DESCRIPTION OF THE TASK. Below are some records; find each line that carries the word "hidden" and copy it.

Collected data
----
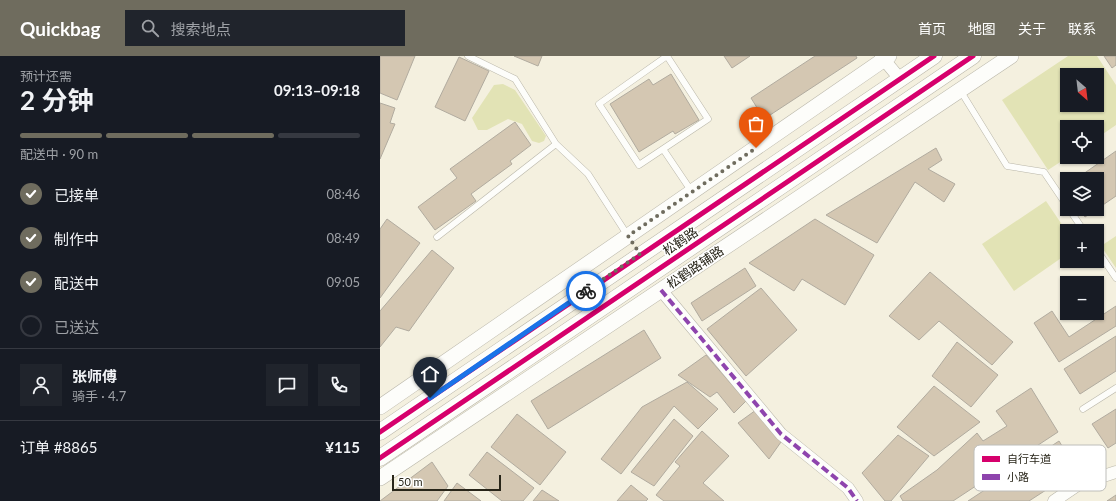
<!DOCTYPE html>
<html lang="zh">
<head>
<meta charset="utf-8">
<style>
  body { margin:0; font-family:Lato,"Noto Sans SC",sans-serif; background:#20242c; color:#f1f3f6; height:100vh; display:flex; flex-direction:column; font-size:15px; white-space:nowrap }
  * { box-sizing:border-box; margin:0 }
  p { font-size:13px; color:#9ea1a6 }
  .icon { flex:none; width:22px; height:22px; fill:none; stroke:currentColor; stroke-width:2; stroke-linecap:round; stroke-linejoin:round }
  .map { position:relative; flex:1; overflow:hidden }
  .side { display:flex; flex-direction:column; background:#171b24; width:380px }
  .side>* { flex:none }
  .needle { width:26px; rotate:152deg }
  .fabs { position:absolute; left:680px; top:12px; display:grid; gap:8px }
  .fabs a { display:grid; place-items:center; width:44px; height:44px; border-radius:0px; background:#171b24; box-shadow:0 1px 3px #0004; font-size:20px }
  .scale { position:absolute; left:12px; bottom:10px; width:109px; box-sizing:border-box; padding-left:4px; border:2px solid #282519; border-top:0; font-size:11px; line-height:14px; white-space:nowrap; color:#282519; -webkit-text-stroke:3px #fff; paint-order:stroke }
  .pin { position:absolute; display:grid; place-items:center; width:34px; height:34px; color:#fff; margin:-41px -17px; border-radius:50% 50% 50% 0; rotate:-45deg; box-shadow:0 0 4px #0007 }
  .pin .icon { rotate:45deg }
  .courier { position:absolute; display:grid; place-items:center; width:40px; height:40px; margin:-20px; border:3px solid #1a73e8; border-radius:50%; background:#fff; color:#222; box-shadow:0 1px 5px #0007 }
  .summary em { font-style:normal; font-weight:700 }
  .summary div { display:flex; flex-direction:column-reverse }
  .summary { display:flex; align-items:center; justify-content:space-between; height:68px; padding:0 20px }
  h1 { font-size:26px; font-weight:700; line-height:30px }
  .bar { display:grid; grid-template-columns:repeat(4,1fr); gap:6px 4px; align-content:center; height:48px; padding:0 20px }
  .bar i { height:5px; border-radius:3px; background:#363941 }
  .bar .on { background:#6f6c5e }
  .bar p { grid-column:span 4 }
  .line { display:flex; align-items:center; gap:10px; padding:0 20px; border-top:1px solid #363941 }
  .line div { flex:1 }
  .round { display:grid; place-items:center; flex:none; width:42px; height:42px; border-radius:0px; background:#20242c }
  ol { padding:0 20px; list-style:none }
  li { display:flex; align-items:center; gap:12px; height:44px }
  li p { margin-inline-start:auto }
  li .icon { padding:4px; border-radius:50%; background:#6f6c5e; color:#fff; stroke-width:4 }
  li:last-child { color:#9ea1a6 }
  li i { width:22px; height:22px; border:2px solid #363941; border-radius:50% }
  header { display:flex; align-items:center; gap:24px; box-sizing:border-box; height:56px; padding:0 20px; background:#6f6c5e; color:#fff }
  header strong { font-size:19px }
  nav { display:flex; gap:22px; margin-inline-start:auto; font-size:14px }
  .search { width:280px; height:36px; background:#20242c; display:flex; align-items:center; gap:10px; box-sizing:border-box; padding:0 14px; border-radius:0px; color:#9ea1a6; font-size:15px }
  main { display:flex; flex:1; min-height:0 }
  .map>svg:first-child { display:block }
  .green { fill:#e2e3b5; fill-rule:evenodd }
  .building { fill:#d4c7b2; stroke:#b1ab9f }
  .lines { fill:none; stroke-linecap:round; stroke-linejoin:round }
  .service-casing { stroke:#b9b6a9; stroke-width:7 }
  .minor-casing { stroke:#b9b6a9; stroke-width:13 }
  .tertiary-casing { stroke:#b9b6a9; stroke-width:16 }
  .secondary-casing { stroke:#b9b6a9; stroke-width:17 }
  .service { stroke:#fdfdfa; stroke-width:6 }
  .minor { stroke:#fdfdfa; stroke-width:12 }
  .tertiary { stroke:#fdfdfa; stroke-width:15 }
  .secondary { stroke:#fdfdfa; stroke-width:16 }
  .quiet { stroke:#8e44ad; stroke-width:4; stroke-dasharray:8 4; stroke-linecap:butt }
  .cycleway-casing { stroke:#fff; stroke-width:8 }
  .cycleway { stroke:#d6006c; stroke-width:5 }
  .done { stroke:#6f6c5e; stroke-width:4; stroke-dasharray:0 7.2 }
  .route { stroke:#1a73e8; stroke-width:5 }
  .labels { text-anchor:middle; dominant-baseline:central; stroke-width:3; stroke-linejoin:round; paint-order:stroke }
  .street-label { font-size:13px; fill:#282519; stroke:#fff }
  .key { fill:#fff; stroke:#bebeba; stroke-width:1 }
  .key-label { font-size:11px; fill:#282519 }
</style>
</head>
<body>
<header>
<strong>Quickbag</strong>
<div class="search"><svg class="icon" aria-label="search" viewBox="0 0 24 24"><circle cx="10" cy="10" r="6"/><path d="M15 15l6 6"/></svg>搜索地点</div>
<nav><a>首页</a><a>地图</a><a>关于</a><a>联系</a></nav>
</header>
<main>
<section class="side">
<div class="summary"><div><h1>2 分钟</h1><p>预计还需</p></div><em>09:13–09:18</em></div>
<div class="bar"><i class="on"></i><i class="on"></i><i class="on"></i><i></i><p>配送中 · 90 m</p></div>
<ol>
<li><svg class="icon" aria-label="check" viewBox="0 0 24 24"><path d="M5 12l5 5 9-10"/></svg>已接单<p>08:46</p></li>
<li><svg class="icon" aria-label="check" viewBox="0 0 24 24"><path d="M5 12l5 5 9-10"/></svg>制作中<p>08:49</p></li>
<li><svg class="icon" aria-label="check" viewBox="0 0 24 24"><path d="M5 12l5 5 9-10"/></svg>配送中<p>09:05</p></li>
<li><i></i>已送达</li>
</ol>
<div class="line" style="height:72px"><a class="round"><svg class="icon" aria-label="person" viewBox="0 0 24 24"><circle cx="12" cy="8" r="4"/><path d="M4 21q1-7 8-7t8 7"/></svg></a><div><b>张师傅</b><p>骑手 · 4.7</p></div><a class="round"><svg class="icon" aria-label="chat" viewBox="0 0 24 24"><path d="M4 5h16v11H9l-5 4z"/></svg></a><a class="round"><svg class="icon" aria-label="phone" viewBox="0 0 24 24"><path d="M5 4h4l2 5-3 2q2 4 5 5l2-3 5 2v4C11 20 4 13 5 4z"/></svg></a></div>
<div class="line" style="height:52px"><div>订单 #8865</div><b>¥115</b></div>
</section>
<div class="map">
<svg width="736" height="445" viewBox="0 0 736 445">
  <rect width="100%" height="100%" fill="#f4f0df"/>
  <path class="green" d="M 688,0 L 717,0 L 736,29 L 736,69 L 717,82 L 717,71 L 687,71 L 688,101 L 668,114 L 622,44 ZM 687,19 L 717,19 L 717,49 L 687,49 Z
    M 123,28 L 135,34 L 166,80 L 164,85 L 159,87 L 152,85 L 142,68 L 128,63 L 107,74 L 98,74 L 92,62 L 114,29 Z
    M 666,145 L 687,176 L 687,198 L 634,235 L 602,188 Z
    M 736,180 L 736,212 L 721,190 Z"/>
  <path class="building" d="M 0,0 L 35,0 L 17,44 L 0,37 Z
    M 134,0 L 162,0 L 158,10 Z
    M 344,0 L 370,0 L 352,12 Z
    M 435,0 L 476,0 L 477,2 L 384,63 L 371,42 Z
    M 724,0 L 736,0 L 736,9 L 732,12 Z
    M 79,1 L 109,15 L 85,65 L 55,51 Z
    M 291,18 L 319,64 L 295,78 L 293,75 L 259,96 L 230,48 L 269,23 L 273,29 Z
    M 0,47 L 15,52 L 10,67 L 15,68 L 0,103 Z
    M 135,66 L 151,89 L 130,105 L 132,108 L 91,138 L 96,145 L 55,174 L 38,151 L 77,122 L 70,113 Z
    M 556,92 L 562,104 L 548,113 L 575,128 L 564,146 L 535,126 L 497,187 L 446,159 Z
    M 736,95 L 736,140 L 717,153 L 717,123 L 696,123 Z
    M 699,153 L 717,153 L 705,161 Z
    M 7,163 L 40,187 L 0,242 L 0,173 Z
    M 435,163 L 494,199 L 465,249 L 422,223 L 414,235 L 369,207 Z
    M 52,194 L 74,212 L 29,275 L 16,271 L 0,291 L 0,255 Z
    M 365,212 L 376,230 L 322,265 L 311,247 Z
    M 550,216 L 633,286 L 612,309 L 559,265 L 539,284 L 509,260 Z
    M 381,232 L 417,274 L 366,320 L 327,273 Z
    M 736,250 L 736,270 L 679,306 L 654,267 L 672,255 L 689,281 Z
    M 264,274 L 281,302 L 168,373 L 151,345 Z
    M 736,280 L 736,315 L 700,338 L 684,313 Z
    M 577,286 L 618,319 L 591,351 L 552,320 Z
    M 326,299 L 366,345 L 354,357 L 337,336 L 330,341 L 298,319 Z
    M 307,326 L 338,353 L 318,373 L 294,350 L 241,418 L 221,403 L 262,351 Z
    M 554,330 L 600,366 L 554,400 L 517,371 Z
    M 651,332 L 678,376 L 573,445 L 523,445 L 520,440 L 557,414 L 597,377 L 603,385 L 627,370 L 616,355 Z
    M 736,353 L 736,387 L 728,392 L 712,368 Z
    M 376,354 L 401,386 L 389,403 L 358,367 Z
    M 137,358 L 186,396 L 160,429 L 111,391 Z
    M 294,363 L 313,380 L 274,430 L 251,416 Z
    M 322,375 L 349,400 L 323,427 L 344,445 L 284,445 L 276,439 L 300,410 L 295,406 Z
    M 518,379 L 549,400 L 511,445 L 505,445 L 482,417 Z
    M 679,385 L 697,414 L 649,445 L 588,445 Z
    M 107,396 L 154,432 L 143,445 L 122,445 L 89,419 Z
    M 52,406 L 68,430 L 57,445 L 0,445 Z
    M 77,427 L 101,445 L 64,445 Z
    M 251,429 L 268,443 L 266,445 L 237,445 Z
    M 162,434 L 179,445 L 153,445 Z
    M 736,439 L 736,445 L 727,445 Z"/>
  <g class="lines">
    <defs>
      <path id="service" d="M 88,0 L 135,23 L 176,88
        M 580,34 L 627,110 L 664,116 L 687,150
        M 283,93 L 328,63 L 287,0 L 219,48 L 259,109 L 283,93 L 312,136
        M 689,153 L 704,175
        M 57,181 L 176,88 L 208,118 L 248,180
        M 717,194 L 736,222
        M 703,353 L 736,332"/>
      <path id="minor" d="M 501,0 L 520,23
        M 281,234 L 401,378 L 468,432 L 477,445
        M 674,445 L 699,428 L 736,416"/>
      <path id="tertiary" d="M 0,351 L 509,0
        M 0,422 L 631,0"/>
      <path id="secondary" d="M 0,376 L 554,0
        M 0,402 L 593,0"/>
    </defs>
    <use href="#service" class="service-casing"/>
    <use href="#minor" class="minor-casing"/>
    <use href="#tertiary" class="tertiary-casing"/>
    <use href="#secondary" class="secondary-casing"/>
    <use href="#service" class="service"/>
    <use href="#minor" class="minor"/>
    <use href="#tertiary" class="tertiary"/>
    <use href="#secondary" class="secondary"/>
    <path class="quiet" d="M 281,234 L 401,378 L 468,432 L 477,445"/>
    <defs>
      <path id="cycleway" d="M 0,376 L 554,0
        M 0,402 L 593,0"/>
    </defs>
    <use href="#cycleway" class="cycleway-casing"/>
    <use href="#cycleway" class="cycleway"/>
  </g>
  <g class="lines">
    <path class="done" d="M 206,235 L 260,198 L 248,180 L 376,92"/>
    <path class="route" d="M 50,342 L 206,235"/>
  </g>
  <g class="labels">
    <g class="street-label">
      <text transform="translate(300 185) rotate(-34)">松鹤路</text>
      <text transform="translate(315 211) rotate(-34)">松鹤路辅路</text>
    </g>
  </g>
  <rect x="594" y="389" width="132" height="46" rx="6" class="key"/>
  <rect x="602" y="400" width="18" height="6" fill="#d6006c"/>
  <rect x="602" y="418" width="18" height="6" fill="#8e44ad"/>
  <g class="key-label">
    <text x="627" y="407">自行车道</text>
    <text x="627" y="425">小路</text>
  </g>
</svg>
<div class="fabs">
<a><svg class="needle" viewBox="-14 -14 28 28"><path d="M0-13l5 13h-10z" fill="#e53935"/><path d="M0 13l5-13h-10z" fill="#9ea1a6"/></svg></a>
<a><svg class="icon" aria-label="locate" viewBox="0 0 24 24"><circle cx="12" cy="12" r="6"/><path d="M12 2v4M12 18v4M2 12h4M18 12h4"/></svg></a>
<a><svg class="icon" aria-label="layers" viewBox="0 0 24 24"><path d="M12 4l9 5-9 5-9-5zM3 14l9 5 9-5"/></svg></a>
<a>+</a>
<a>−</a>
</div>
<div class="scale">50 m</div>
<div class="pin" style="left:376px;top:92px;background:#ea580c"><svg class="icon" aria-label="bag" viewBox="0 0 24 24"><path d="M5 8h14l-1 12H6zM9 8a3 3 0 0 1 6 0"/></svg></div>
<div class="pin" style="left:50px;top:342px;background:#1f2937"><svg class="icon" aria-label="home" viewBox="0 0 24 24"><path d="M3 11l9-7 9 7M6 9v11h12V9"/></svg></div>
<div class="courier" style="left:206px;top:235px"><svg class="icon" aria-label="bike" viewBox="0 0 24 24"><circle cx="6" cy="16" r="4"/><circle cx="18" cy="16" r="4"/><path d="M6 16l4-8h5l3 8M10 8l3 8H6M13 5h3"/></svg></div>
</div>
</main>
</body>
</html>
----
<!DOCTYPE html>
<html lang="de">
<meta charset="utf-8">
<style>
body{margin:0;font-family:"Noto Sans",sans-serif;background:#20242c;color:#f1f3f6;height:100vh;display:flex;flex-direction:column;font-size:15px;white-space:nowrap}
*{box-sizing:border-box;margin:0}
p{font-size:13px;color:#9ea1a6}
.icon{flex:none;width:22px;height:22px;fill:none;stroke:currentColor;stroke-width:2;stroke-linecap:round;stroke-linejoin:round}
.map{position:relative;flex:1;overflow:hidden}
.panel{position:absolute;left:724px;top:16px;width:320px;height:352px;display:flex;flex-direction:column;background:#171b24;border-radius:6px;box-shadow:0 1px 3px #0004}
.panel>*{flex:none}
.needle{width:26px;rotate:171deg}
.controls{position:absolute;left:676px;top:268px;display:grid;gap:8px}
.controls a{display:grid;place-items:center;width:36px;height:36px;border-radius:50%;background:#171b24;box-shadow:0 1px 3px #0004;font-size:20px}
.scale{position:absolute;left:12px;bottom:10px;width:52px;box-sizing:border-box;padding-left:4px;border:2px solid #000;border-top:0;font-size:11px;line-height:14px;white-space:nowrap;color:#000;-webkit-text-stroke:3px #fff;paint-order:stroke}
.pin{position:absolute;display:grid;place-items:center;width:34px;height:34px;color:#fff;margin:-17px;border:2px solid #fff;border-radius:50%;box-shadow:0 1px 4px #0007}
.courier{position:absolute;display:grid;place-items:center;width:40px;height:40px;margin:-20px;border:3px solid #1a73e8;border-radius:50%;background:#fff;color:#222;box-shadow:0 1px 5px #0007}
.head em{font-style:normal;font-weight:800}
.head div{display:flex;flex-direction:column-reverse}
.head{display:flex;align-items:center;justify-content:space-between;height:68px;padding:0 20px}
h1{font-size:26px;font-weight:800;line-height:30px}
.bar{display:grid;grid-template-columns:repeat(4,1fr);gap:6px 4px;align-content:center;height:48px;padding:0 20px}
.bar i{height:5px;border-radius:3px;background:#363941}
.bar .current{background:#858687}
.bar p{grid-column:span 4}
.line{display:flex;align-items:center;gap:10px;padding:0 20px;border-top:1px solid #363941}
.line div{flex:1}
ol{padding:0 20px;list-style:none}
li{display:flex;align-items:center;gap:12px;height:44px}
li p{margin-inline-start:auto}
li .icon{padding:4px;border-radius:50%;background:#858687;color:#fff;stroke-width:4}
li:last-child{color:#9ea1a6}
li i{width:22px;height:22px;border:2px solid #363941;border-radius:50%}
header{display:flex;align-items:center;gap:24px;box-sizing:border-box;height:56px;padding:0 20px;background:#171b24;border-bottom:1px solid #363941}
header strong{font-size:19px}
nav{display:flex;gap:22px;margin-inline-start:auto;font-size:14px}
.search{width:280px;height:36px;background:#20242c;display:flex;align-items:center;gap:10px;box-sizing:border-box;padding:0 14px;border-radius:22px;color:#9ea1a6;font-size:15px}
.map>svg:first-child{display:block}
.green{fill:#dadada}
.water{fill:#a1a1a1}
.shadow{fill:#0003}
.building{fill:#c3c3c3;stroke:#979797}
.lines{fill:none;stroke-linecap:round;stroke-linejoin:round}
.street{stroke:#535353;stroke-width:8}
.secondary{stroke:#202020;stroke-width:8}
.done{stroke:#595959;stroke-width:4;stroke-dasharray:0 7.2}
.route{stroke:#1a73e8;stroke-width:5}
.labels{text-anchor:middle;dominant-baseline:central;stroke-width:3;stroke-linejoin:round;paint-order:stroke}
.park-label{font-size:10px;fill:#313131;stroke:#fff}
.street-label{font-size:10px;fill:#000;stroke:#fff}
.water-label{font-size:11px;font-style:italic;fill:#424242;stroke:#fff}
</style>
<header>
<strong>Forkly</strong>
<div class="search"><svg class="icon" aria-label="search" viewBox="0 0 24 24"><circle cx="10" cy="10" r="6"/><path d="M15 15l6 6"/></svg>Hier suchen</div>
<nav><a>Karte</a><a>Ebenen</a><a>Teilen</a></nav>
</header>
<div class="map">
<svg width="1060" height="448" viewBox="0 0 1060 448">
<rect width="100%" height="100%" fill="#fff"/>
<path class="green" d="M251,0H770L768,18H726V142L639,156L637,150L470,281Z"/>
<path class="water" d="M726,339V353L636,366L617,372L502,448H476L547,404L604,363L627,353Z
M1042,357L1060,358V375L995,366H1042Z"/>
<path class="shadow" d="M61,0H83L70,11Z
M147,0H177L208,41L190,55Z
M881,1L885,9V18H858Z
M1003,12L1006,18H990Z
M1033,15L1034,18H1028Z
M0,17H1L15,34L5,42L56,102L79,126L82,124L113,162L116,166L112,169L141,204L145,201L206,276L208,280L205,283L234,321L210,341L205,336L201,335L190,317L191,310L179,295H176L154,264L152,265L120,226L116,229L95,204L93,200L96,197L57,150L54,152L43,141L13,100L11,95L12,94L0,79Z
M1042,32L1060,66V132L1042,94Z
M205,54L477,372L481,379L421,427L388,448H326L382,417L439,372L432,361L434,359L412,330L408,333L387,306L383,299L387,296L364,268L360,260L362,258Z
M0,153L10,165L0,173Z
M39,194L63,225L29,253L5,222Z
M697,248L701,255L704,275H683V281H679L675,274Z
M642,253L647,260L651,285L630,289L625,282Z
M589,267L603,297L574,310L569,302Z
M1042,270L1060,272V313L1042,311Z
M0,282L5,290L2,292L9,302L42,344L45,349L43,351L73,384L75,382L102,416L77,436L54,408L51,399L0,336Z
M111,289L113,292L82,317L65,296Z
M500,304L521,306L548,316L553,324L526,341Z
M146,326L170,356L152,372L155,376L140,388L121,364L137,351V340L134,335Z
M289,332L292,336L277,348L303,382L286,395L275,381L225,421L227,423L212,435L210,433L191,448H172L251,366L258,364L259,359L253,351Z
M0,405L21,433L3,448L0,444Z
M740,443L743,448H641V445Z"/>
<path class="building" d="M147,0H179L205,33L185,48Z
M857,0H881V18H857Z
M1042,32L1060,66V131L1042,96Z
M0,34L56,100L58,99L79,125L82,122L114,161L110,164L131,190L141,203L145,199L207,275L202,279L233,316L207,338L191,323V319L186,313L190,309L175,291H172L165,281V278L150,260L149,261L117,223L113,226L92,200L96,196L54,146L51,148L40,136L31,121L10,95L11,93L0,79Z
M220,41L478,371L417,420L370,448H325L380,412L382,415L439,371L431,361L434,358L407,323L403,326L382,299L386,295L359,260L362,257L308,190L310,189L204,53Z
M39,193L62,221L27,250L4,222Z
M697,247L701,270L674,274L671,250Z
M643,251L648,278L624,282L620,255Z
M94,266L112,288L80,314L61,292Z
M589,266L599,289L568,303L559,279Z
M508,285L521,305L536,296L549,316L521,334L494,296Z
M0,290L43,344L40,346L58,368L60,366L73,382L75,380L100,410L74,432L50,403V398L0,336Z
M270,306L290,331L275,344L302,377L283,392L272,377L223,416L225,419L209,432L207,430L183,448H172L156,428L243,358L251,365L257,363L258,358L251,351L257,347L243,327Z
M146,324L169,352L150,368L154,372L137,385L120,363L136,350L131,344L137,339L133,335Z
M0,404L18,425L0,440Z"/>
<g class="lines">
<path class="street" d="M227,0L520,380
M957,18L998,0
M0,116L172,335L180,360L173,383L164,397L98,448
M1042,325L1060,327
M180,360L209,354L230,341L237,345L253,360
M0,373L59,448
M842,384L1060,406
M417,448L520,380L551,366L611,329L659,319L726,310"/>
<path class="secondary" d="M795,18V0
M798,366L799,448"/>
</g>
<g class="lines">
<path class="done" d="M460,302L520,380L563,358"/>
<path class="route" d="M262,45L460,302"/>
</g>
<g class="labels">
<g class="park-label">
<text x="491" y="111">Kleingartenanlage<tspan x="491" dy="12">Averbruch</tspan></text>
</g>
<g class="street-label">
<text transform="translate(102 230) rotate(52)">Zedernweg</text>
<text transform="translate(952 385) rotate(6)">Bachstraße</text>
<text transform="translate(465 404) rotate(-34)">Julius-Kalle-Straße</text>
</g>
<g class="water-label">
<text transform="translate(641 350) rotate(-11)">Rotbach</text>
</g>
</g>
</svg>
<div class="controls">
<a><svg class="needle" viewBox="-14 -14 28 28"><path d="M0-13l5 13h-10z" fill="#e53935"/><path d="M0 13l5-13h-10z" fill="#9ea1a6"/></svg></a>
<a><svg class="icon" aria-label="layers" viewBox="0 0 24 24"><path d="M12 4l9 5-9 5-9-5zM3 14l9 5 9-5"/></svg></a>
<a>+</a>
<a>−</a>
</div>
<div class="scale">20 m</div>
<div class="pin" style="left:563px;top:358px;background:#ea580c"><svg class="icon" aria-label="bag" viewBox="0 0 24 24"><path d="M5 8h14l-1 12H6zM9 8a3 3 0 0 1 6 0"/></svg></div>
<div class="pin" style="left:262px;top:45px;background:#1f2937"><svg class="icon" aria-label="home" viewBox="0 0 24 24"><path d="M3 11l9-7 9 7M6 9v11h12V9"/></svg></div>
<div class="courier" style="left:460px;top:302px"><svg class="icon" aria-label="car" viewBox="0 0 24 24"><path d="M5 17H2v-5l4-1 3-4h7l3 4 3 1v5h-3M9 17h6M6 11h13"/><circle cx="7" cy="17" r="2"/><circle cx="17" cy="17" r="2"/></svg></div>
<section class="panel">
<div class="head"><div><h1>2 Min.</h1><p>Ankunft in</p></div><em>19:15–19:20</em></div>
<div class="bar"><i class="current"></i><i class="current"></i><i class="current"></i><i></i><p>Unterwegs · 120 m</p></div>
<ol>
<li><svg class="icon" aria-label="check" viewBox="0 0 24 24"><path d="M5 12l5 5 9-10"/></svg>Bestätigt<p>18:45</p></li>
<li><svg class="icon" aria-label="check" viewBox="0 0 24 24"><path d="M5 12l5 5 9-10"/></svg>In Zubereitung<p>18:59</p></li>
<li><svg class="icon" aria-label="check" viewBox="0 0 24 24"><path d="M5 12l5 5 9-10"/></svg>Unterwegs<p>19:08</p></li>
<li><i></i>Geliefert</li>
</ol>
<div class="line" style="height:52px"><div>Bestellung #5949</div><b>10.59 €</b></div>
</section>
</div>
----
SOLUTION TO THE EXERCISE.
  .map { position:relative; flex:1; overflow:hidden }
.map{position:relative;flex:1;overflow:hidden}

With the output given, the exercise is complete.